Let’s take the following steps to trick out our leaflet
map!
- We’ll use
HTML
to create some tooltips that provide users information when they hover over polygons in the map. - Create a custom function to map the fill/colour of the
leaflet
polygons to help guide the user’s eye towards the worst off places in terms of SNAP and distance to supermarket. NOTE: Our custom colour function is from this question on StackOverflow.com. - Use
leaflet.extras
to add some great functionality that makes the map more user-friendly. - Create and format a title using CSS.
remove_words <-
glue_collapse(c('Nonmetro - ',
'Metro - '),'|')
## tooltip with html
tooltip <- top_20_sf %>%
as_tibble() %>%
mutate(county = str_to_title(county),
state = str_to_title(state),
rate = round(rate, 2),
rate = percent(rate),
desc = str_remove_all(desc,
remove_words),
median_family_income =
dollar(median_family_income)) %>%
transmute(tip = glue('<b>County:</b> {county} <br> <b>State:</b> {state} <br> <b>*SNAP percent:</b> {rate} <br> <b>**Rural/Urban class:</b> {desc} <br> <b>Median family income:</b> {median_family_income} <br><b>Tract:</b> {census_tract}<br><br>* All areas have this percentage SNAP recipients who 20 or more miles from a supermarket.<br>** Rural/Urban classification determined at county-level.'))

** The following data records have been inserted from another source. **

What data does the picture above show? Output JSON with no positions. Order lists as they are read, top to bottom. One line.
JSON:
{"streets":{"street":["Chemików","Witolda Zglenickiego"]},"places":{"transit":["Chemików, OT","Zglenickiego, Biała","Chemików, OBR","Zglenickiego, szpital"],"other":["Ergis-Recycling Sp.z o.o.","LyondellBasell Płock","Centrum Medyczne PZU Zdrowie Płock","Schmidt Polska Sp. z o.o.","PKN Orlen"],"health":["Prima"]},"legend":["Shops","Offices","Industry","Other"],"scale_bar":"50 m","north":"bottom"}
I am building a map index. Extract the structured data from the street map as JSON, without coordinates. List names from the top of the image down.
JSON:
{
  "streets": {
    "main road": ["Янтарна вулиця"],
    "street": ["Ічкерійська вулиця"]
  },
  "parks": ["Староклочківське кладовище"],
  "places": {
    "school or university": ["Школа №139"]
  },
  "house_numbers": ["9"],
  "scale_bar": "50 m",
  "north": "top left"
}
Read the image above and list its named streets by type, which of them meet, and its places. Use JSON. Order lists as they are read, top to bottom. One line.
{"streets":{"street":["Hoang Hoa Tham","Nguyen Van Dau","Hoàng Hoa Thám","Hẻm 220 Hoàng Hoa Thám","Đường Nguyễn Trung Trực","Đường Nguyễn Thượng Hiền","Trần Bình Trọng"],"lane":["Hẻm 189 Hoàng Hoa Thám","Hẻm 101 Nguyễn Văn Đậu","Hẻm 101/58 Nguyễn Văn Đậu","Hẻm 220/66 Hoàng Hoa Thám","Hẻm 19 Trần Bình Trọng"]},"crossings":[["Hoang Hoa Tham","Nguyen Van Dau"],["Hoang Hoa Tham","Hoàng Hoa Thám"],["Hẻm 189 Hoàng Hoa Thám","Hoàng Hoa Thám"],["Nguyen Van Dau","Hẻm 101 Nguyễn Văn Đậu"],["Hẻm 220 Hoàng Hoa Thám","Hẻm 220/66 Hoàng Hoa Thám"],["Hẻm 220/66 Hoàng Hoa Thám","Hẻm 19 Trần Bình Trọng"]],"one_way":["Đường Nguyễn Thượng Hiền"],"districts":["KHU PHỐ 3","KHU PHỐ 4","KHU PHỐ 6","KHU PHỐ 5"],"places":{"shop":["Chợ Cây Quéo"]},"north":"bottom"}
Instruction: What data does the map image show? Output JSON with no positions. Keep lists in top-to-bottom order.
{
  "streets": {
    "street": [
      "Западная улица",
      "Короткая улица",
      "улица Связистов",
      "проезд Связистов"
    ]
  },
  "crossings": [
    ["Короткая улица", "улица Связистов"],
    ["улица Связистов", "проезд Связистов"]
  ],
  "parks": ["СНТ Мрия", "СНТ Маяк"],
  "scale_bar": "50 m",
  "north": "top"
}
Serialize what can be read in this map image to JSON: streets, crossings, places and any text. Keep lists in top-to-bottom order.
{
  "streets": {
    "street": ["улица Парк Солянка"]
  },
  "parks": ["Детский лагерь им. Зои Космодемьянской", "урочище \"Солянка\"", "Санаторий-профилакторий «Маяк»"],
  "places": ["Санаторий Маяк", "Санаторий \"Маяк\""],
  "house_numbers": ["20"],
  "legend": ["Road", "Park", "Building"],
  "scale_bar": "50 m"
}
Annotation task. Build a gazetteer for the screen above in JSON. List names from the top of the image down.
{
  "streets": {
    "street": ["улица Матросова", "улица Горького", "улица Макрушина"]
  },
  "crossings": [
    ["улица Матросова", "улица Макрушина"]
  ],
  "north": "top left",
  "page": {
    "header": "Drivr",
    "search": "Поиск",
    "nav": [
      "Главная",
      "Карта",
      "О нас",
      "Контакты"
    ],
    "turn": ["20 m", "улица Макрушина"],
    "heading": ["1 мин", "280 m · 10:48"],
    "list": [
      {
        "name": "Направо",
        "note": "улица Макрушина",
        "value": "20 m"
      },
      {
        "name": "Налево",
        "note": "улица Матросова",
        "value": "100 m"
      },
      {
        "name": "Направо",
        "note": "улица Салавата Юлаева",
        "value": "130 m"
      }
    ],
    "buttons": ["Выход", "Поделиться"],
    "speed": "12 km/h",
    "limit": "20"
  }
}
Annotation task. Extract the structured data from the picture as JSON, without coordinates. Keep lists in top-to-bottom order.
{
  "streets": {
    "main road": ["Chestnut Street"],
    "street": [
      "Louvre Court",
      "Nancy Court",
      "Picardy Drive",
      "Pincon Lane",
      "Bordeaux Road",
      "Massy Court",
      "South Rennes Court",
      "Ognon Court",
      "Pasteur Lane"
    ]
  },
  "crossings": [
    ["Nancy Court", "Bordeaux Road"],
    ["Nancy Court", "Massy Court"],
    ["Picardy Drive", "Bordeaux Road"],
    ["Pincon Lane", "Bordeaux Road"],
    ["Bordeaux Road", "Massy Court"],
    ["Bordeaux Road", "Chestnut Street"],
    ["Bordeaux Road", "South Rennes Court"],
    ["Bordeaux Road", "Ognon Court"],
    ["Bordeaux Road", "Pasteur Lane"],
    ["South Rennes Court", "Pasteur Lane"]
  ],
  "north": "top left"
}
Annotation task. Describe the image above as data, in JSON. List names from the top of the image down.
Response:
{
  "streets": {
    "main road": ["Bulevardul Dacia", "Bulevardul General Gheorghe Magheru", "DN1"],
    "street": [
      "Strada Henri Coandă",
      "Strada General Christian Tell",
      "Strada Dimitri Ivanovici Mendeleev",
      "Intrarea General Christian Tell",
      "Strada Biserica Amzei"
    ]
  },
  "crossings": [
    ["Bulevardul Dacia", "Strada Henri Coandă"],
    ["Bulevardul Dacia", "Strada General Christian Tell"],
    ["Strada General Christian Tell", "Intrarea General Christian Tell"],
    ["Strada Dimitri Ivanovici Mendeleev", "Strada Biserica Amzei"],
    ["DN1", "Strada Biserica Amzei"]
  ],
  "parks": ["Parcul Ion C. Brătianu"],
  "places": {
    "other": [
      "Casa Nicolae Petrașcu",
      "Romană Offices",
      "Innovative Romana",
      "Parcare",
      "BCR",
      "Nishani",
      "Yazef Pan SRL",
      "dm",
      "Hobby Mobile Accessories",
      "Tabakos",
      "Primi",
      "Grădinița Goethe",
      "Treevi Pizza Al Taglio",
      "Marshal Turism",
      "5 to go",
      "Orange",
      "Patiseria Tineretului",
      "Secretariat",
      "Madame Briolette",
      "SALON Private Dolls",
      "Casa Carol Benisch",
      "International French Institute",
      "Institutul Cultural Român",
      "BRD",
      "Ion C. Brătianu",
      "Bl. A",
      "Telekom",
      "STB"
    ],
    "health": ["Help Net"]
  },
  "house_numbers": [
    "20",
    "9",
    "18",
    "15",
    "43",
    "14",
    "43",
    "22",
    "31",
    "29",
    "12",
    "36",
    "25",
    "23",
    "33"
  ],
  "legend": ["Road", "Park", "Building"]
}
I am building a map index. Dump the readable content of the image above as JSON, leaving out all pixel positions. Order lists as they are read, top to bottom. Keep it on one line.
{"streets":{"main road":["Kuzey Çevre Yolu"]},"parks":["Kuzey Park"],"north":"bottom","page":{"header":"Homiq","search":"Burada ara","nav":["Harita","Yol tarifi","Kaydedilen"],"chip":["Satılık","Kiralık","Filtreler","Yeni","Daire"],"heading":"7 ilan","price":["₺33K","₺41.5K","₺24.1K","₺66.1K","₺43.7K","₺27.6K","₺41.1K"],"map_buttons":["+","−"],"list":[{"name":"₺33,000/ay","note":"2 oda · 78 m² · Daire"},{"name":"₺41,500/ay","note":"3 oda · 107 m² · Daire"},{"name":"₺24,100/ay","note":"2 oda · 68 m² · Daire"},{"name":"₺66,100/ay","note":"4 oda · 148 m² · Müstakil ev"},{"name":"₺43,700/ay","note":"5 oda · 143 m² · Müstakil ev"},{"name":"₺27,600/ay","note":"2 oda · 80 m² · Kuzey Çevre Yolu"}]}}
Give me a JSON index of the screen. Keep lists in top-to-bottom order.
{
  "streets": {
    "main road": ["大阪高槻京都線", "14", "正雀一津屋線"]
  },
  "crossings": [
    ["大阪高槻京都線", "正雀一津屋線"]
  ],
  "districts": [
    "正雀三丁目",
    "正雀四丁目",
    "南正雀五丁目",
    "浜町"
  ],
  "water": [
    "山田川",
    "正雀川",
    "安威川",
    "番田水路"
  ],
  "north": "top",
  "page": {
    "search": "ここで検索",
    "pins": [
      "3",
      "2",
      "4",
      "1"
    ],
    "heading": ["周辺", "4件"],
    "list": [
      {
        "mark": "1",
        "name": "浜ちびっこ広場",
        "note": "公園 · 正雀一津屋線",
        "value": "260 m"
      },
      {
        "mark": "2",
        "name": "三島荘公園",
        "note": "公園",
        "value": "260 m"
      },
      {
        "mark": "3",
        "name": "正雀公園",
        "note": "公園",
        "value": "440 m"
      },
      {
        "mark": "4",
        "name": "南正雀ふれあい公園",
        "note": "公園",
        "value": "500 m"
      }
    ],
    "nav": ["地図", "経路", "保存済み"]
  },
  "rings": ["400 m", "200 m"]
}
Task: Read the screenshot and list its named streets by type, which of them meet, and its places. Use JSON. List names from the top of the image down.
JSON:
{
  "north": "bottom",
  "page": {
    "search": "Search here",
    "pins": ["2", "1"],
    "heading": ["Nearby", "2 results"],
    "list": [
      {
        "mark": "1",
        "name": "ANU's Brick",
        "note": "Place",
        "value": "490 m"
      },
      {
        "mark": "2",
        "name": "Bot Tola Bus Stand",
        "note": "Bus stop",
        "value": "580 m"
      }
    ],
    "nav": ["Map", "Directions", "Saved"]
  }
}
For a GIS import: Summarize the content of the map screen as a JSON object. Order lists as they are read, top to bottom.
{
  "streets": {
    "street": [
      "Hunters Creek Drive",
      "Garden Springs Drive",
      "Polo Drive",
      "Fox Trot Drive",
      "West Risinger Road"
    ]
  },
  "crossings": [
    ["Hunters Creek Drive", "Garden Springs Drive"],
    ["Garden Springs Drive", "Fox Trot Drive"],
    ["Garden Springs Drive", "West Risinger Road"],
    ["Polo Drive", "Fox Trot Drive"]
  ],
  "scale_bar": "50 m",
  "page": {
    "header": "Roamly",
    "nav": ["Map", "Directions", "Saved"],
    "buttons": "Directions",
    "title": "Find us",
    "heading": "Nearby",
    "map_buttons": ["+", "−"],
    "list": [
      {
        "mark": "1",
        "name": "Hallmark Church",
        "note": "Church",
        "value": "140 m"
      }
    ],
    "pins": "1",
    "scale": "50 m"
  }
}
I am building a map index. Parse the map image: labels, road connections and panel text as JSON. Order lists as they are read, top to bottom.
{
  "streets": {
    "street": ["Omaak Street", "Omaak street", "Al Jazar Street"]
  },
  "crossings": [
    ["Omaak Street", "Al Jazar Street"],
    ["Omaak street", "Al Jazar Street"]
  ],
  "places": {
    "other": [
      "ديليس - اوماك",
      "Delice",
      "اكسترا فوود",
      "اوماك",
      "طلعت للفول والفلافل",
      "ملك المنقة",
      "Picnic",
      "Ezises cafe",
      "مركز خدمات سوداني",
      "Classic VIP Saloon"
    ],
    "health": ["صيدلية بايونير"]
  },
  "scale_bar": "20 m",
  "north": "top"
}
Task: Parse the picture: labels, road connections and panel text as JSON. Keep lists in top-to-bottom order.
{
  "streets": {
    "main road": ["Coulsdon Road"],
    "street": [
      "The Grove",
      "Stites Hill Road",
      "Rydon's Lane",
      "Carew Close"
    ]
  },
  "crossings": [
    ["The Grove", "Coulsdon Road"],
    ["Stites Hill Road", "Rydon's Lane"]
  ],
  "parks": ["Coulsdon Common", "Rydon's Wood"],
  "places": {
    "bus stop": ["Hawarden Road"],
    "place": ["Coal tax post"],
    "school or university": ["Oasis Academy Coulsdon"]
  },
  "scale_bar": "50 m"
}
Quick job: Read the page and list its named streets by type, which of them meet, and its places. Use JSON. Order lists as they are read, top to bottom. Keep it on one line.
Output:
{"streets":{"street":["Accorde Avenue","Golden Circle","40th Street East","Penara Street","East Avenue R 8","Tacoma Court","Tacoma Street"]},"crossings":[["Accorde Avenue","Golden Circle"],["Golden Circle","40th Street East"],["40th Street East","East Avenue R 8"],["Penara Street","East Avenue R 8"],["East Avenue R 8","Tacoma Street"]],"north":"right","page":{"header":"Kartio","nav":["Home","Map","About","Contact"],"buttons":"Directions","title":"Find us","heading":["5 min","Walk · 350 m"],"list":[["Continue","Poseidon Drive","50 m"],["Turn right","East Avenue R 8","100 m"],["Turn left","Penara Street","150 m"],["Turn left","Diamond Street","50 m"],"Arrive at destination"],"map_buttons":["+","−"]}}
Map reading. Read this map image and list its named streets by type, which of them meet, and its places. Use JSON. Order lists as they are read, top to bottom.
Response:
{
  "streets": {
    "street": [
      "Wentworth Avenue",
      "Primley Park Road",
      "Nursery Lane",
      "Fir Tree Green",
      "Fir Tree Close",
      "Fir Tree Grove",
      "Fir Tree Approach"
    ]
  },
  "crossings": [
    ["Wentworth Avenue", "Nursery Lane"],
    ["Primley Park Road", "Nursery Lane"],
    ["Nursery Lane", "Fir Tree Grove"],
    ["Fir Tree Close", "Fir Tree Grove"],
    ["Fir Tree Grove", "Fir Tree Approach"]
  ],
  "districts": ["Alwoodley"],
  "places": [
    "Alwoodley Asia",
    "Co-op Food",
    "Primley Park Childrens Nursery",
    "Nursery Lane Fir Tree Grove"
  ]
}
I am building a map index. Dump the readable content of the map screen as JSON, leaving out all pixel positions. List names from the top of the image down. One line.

# change polygon colour to correspond to a numeric variable in the database
map2color <- function(x,
pal,
limits = NULL) {
if (is.null(limits))
limits = range(x)
pal[findInterval(x,
seq(limits[1],
limits[2],
length.out = length(pal) + 1),
all.inside = TRUE)]
}
col_pal <- rev(viridis_pal()(6))
all_rate <- top_20_sf %>%
as_tibble() %>%
pull(rate)
all_rate_0 <-
ifelse(all_rate < 0.005, 0, all_rate)
all_rate_6 <- cut_interval(all_rate_0,
6,
labels = F)
percent_labs <- c('0.0% to 10.1%',
'10.1% to 20.2%',
'20.2% to 30.2%',
'30.2% to 40.3%',
'40.3% to 50.4%',
'50.4% to 60.5%')
## Add a our title to the map using css
tag.map.title <- tags$style(HTML("
.leaflet-control.map-title {
transform: translate(-50%,20%);
position: fixed !important;
left: 50%;
text-align: center;
padding-left: 10px;
padding-right: 10px;
background: rgba(255,255,255,0.5);
font-weight: bold;
font-size: 28px;
}
"))
title <- tags$div(
tag.map.title, HTML("US Food Deserts")
)
top_20_sf_leaf_map <-
leaflet(top_20_sf) %>%
addProviderTiles("OpenStreetMap") %>%
addPolygons(color = '#C4C4C4',
fillColor =
map2color(all_rate_6,
col_pal),
fillOpacity = .85,
weight = .55,
popup = tooltip$tip,
opacity = 1
)%>%
addDrawToolbar(
editOptions=editToolbarOptions(selectedPathOptions=selectedPathOptions())
) %>%
addLegend(colors = col_pal,
labels = percent_labs,
opacity = 0.7,
title = 'Percent SNAP use<br>by census tract',
position = "bottomright") %>%
addControl(title,
position = "topleft",
className="map-title")
top_20_sf_leaf_map %>%
frameWidget(width = '100%')
Our leaflet
map now has plenty of bells and whistles, and hopefully, it will be useful for people interested in knowing more about food deserts and SNAP in the US.
Conclusion
Food deserts and SNAP are complicated subjects in their own right. Very often, the two compound one another, making things even more complicated. Using data science approaches to thinking about these two issues can help policymakers and rural stakeholders better plan for those people impacted by them.
As always, the Deltanomics blog is for instructional use in R. Any potential findings need more research to verify them before any conclusions can be made.